LockBits Performance Critical Code

I have a method which needs to be as fast as it possibly can, it uses unsafe memory pointers and its my first foray into this type of coding so I know it can probably be faster.

    /// <summary>
    /// Copies bitmapdata from one bitmap to another at a specified point on the output bitmapdata
    /// </summary>
    /// <param name="sourcebtmpdata">The sourcebitmap must be smaller that the destbitmap</param>
    /// <param name="destbtmpdata"></param>
    /// <param name="point">The point on the destination bitmap to draw at</param>
    private static unsafe void CopyBitmapToDest(BitmapData sourcebtmpdata, BitmapData destbtmpdata, Point point)
    {
        // calculate total number of rows to draw.
        var totalRow = Math.Min(
            destbtmpdata.Height - point.Y,
            sourcebtmpdata.Height);


        //loop through each row on the source bitmap and get mem pointers
        //to the source bitmap and dest bitmap
        for (int i = 0; i < totalRow; i++)
        {
            int destRow = point.Y + i;

            //get the pointer to the start of the current pixel "row" on the output image
            byte* destRowPtr = (byte*)destbtmpdata.Scan0 + (destRow * destbtmpdata.Stride);
            //get the pointer to the start of the FIRST pixel row on the source image
            byte* srcRowPtr = (byte*)sourcebtmpdata.Scan0 + (i * sourcebtmpdata.Stride);

            int pointX = point.X;
            //the rowSize is pre-computed before the loop to improve performance
            int rowSize = Math.Min(destbtmpdata.Width - pointX, sourcebtmpdata.Width);
            //for each row each set each pixel
            for (int j = 0; j < rowSize; j++)
            {
                int firstBlueByte = ((pointX + j)*3);

                int srcByte = j *3;
                destRowPtr[(firstBlueByte)] = srcRowPtr[srcByte];
                destRowPtr[(firstBlueByte) + 1] = srcRowPtr[srcByte + 1];
                destRowPtr[(firstBlueByte) + 2] = srcRowPtr[srcByte + 2];
            }


        }
    }

So is there anything that can be done to make this faster? Ignore the todo for now, ill fix that later once I have some baseline performance measurements.
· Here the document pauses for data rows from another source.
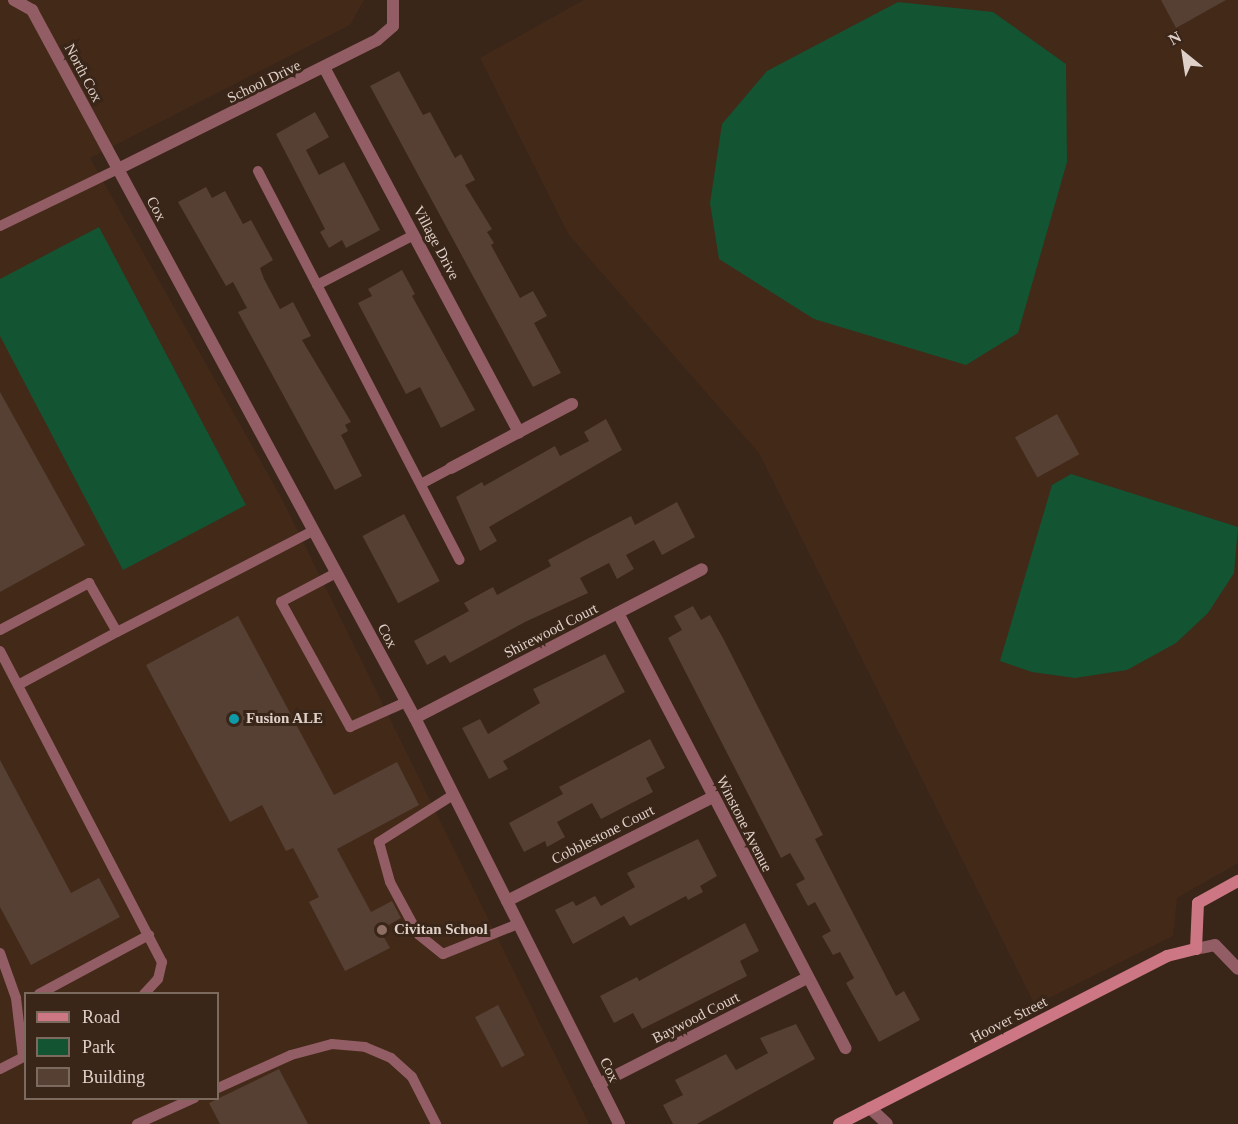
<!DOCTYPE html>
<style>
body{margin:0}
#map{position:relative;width:1238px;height:1124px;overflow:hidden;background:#3a2519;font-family:"Times New Roman",serif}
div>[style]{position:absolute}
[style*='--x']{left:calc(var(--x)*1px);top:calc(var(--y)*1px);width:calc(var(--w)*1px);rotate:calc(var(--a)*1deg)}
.built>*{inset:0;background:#432918}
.green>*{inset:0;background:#135432}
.building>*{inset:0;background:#563f33;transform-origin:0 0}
.lane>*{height:10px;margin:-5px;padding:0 5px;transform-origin:5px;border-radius:5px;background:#925d64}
.street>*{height:12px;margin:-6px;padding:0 6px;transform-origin:6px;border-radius:6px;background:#925d64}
.secondary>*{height:12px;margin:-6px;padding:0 6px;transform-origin:6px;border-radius:6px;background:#cc7783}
.dots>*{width:16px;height:16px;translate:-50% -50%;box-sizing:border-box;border:3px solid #3a2519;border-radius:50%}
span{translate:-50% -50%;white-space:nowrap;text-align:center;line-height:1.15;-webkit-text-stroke:6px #3a2519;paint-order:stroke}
.street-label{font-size:15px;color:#dfd1c9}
.poi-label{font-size:15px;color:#dfd1c9;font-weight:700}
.left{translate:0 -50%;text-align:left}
.legend{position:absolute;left:24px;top:992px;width:195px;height:108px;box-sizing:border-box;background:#3a2519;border:2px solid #7c6a5f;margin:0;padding:8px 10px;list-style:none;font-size:18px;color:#dfd1c9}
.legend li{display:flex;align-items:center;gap:12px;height:30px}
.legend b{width:30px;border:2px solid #7c6a5f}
.north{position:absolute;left:1154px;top:24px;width:60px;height:60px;-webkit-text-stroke:4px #3a2519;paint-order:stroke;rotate:330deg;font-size:16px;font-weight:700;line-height:24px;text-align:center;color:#dfd1c9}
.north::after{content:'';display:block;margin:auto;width:21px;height:27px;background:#dfd1c9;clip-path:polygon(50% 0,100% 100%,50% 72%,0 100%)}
</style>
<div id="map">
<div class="built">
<i style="clip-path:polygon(evenodd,0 0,364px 0,350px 25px,90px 158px,282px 499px,589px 1124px,0 1124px,0 0,26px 994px,218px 994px,218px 1098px,26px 1098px,26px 994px)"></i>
<i style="clip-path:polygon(584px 0,1238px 0,1238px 863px,1177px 898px,1173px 936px,1035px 1005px,759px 453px,569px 235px,480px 58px)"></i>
</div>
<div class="green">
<i style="clip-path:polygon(898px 2px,993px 12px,1066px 64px,1067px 162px,1018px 333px,966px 365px,814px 319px,719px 259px,710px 203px,722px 124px,767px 71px)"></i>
<i style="clip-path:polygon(99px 227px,246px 505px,123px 570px,0 336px,0 279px)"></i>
<i style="clip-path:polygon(1071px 474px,1238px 527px,1234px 573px,1208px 613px,1176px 643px,1127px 670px,1075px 678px,1032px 672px,1000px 661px,1052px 485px)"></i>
</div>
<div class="building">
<i style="clip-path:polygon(1161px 0,1226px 0,1176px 28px)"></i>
<i style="clip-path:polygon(399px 71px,423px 115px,430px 112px,455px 158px,461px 154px,475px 180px,465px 185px,492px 229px,487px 232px,494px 243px,491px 245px,520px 298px,533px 291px,547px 316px,534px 323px,561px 373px,533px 387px,370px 86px)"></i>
<i style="clip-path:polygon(315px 112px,329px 137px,306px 150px,319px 175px,344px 162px,380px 230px,346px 248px,342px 240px,329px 248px,320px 232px,325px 229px,276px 134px)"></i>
<i style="clip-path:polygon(206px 187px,212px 198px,225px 191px,243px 224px,251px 220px,273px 260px,260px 268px,264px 279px,280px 309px,293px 302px,311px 336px,302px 340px,351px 422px,345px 425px,348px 431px,341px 435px,362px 476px,335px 490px,238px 312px,247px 308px,233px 282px,226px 286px,178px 202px)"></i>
<i style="clip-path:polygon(402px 270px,415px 294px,412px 296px,475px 410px,441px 428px,420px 387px,406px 394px,358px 303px,372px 296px,368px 289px)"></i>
<i style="clip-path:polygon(0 392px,85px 545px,0 592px)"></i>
<i style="left:1057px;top:414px;width:46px;height:48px;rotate:61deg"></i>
<i style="clip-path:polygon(606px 419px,622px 450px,489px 527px,497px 541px,480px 551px,456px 497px,482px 482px,484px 486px,555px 446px,560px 456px,589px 441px,584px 432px)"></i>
<i style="clip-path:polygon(677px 502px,695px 537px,662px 555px,654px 540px,626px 555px,634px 569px,617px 579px,609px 563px,580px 578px,588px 593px,525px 622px,450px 663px,445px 655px,427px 665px,414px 641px,469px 611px,464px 603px,493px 587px,497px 595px,551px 566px,548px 560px,585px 540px,631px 516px,635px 525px)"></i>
<i style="left:404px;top:514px;width:76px;height:47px;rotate:62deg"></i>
<i style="clip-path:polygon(693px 606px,701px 620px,710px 615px,724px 640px,823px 835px,815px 839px,840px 888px,896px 996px,904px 991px,920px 1020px,879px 1042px,846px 983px,854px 978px,840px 952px,833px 955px,822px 936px,831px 931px,815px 902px,808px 906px,796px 884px,805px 879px,790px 853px,781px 858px,668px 638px,682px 630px,674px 616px)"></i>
<i style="clip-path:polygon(238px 616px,334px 795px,397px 762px,419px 805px,337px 849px,371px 912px,392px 901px,401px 918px,380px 930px,390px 948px,345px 971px,309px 902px,319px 897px,293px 848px,286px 851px,262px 805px,230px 822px,146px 665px)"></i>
<i style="clip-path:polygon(605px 654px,625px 692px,503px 761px,508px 769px,489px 779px,462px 728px,480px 719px,488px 734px,540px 703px,533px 689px)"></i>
<i style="clip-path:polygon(650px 739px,665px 768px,646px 778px,653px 792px,601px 819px,592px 803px,557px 822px,565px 837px,547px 847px,545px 841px,524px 852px,509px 823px,563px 794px,559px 787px)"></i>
<i style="clip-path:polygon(0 760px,71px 893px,99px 878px,120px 917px,31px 965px,0 907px)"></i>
<i style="clip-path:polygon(698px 839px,717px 876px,700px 886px,703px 892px,688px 900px,686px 896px,630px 926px,624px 916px,573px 944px,555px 910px,573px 901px,576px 906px,595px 896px,601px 906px,635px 887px,627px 873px)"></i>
<i style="clip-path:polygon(745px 923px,759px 951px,740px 961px,747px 976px,642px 1029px,633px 1013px,614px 1023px,600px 996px,637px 977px,639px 981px)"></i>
<i style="left:498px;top:1005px;width:57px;height:26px;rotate:62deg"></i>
<i style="clip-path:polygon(796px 1024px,815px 1059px,697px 1124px,673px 1124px,663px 1105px,683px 1095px,675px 1080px,726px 1054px,736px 1070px,768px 1053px,760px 1038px)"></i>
<i style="clip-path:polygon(279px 1069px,308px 1124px,220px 1124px,209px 1103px)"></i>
</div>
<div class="lane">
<i style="--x:258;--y:171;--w:438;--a:62.6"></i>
<i style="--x:0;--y:226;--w:131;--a:-25.8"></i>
<i style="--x:317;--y:285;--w:109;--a:-27.3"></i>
<i style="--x:421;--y:484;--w:34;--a:-28"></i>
<i style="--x:336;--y:573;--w:62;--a:152.2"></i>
<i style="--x:281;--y:602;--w:143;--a:61.1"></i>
<i style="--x:350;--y:727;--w:61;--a:-24.1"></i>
<i style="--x:0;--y:630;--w:101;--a:-27.8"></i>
<i style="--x:89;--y:583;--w:56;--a:60.3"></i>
<i style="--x:117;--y:632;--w:220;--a:-27.3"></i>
<i style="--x:0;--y:651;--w:351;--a:62.5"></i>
<i style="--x:162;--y:962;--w:17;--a:103"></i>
<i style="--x:158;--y:979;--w:21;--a:133"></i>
<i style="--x:18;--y:685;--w:112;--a:-28.2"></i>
<i style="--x:453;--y:795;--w:88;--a:147.6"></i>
<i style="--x:379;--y:842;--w:41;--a:74.6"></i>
<i style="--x:390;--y:882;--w:59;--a:61.7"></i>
<i style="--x:418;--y:934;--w:32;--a:39"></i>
<i style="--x:443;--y:954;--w:81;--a:-21.8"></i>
<i style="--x:0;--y:953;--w:48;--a:70.4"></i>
<i style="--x:16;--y:998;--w:59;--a:83.2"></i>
<i style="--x:39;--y:994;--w:125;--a:-28.2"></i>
<i style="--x:0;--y:1069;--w:29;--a:-27"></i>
<i style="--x:218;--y:1088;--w:80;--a:-24.3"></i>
<i style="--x:291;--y:1055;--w:42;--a:-15"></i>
<i style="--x:332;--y:1044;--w:33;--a:5"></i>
<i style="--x:365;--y:1047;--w:28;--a:23"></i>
<i style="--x:391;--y:1058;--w:28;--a:42"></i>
<i style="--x:412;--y:1077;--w:53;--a:62.9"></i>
<i style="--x:137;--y:1124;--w:63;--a:-24.5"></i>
</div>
<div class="street">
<i style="--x:14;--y:0;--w:21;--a:29"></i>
<i style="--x:32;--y:10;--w:805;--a:61.59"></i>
<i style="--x:415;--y:718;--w:454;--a:63.3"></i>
<i style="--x:325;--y:69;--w:412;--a:61.9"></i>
<i style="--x:118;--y:169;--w:289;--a:-26.5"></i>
<i style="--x:377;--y:40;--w:21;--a:-41"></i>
<i style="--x:393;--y:26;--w:26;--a:-90"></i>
<i style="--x:451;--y:468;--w:137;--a:-27.9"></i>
<i style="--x:618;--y:613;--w:491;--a:62.4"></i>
<i style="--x:415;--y:718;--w:323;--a:-27.4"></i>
<i style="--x:507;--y:901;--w:231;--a:-26.8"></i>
<i style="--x:1196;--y:949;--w:19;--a:-12"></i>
<i style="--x:1215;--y:945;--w:33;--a:46"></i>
<i style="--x:599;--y:1084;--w:233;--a:-27"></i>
<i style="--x:870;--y:1108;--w:23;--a:43"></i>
</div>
<div class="secondary">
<i style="--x:839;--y:1124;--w:369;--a:-27.1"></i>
<i style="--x:1167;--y:956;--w:30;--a:-14"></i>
<i style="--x:1196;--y:949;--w:46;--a:-87.5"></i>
<i style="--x:1198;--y:903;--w:46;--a:-28.8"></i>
</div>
<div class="dots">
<i style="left:234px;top:719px;background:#0f9aa8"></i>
<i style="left:382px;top:930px;background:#8d6e63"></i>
</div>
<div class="street-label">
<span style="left:83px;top:73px;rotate:62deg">North Cox</span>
<span style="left:264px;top:82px;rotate:-26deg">School Drive</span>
<span style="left:156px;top:209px;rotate:62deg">Cox</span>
<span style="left:436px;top:243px;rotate:62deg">Village Drive</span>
<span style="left:551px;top:631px;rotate:-27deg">Shirewood Court</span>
<span style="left:387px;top:636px;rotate:62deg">Cox</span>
<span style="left:744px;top:824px;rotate:63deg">Winstone Avenue</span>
<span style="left:603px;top:835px;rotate:-27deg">Cobblestone Court</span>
<span style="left:696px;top:1018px;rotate:-27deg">Baywood Court</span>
<span style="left:1009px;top:1020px;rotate:-27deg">Hoover Street</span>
<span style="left:609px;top:1070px;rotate:63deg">Cox</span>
</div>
<div class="poi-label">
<span class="left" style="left:246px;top:719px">Fusion ALE</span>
<span class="left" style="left:394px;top:930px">Civitan School</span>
</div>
<ul class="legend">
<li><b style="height:8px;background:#cc7783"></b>Road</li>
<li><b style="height:16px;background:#135432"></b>Park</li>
<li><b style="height:16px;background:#563f33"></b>Building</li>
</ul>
<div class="north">N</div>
</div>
UPDATE: Sorry, should have mentioned that the reason i'm using this instead of Graphics.DrawImage is because im implementing multi-threading and because of that I cant use DrawImage.

UPDATE 2: I'm still not satisfied with the performance and i'm sure there's a few more ms that can be had.

Lee Treveil

There was something fundamentally wrong with the code that I cant believe I didn't notice until now.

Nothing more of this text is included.